Article ID: | iaor20042622 |
Country: | United Kingdom |
Volume: | 31 |
Issue: | 3 |
Start Page Number: | 169 |
End Page Number: | 187 |
Publication Date: | Jun 2003 |
Journal: | OMEGA |
Authors: | Sicilia Joaqun, Alcaide David, Rodriguez-Gonzalez Andrs |
Keywords: | production |
In this paper, we study a stochastic sequential ordering problem, where a set of jobs must be scheduled on a single machine. The jobs have stochastic processing times and verify certain precedence relations. For each job, there also exists a time window characterized by the release time and the due date. The jobs must be processed into the time-windows.

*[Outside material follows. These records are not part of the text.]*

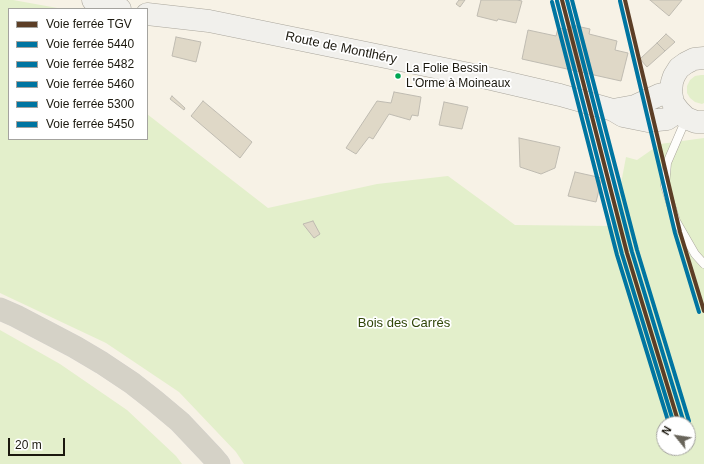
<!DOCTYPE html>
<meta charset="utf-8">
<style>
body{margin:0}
#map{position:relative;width:704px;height:464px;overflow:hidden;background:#f7f2e6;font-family:Helvetica,sans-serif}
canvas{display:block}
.legend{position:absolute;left:8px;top:8px;width:140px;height:132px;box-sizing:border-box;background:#fff;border:1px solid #a4a39f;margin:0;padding:5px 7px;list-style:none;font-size:12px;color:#1b180e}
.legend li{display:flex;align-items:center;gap:8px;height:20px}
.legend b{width:20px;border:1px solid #a4a39f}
.north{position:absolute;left:656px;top:416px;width:40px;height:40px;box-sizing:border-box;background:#fff;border:1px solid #a4a39f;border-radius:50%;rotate:300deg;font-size:11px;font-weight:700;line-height:16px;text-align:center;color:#1b180e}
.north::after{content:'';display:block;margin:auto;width:14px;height:18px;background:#68645a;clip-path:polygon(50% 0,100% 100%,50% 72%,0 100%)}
.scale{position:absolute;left:8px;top:438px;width:57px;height:18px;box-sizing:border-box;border:2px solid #1b180e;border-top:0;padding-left:5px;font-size:12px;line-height:14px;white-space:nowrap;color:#1b180e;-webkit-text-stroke:3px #fff;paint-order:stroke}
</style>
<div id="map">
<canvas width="704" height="464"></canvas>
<ul class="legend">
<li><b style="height:5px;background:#5c3e26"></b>Voie ferrée TGV</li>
<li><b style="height:5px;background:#0075a1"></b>Voie ferrée 5440</li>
<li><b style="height:5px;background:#0075a1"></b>Voie ferrée 5482</li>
<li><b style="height:5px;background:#0075a1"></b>Voie ferrée 5460</li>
<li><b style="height:5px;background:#0075a1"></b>Voie ferrée 5300</li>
<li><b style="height:5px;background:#0075a1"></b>Voie ferrée 5450</li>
</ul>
<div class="north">N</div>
<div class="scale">20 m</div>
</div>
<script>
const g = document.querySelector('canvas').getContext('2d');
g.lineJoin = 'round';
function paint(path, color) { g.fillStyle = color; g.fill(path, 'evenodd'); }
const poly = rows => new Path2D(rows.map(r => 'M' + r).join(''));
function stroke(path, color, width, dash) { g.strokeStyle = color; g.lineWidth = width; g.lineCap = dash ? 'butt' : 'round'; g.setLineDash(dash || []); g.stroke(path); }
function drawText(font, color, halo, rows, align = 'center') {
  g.font = font + ' Helvetica,sans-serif'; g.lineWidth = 3.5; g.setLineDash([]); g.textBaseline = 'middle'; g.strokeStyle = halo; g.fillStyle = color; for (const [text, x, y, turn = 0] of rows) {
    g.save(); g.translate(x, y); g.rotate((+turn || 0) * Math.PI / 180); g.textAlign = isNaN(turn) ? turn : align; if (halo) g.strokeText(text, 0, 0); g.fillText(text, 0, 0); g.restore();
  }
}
paint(poly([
 [0,0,13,0,63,9,9,9,9,139,147,139,147,114,268,208,377,184,448,176,515,225,613,226,626,157,637,160,660,144,704,138,704,464,244,464,236,452,179,392,106,343,0,293],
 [664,424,688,424,688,448,664,448],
 [701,75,704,75,704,103,702,104,695,102,690,98,687,93,687,86,690,80,695,76],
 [0,330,60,364,127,410,176,456,182,464,0,464]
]), '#e3efcb');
const building = poly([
 [459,0,465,0,460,7,456,4,459,0],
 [481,0,517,0,522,1,516,23,498,19,497,21,477,16,481,0],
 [650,0,682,0,669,16,650,0],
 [572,25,590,29,589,34,617,41,615,50,628,53,621,81,522,59,528,30,556,36,558,28,571,30,572,25],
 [666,34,675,42,665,51,657,43,666,34],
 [176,37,201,42,196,62,172,56,176,37],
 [657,43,665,51,647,67,640,59,657,43],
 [394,92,421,97,418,116,412,115,410,120,389,114,373,139,369,137,356,154,346,148,377,101,391,103,394,92],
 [172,96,185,108,184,110,170,99,172,96],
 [203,101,252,142,240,158,191,116,203,101],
 [444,102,468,107,462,129,439,125,444,102],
 [519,138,560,147,555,168,541,174,520,167,519,138],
 [575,172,602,178,596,202,568,196,575,172],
 [313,221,320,234,314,238,303,224,313,221]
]);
paint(building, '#dfd8c7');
stroke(building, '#bfbbb1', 1);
const lane = poly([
 [686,119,667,163,665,186,676,221,695,254,704,264]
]);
const secondary = poly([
 [93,0,120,9],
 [147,14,209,21,474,75,560,95,613,110,623,116,648,121,667,119,679,111],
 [704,58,694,59,686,63,679,68,674,76,672,82,671,92,673,103,679,111,686,118,696,122,704,122],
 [613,110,635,106,659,95,671,92]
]);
const highway = poly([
 [0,309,16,316,75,347,102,363,132,383,155,401,180,422,213,457,219,464]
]);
stroke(lane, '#aaa69c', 9);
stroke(secondary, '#aaa69c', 23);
stroke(highway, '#d3d0cb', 23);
stroke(lane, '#fefdfb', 8);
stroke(secondary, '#f1f0ec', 22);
stroke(highway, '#d5d2c7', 22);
stroke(poly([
 [562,0,627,253,679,424],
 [625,0,680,232,704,311]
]), '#5c3e26', 4);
stroke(poly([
 [557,1,622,254,674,424]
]), '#0075a1', 4);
stroke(poly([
 [567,0,632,252,684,423]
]), '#0075a1', 4);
stroke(poly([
 [552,2,617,255,669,424]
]), '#0075a1', 4);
stroke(poly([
 [572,0,637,250,689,421]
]), '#0075a1', 4);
stroke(poly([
 [620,1,675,233,699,312]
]), '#0075a1', 4);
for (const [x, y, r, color] of [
 [398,76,3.5,"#00a651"]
]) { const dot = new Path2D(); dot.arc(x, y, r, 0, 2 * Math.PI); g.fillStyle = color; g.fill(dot); stroke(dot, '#fff', 1.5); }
drawText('12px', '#1b180e', '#fff', [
 ["La Folie Bessin",406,69],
 ["L'Orme à Moineaux",406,84]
], 'left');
drawText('13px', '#1b180e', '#fff', [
 ["Route de Montlhéry",341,48,12]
]);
drawText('13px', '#304608', '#fff', [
 ["Bois des Carrés",404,323]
]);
</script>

For all the sequences of jobs that verify the precedence relations and the release times, the feasibility probability of a sequence is defined as the probability that the sequence heeds the due dates. The problem consists of finding a sequence of jobs with the minimum expected makespan among the sequences with maximum feasibility probability. We prove that this problem is NP-hard and we propose an algorithm to find an approximate solution for this problem. The algorithm does not depend on the distribution types of the random input data considered. This procedure looks first for sequences of jobs with a high probability of being feasible. Next, the algorithm selects, among the sequences which have an acceptable feasibility probability level, that sequence with minimum expected makespan. Computational experiences are also reported, and the results show us that the proposed algorithm finds good solutions with short CPU times.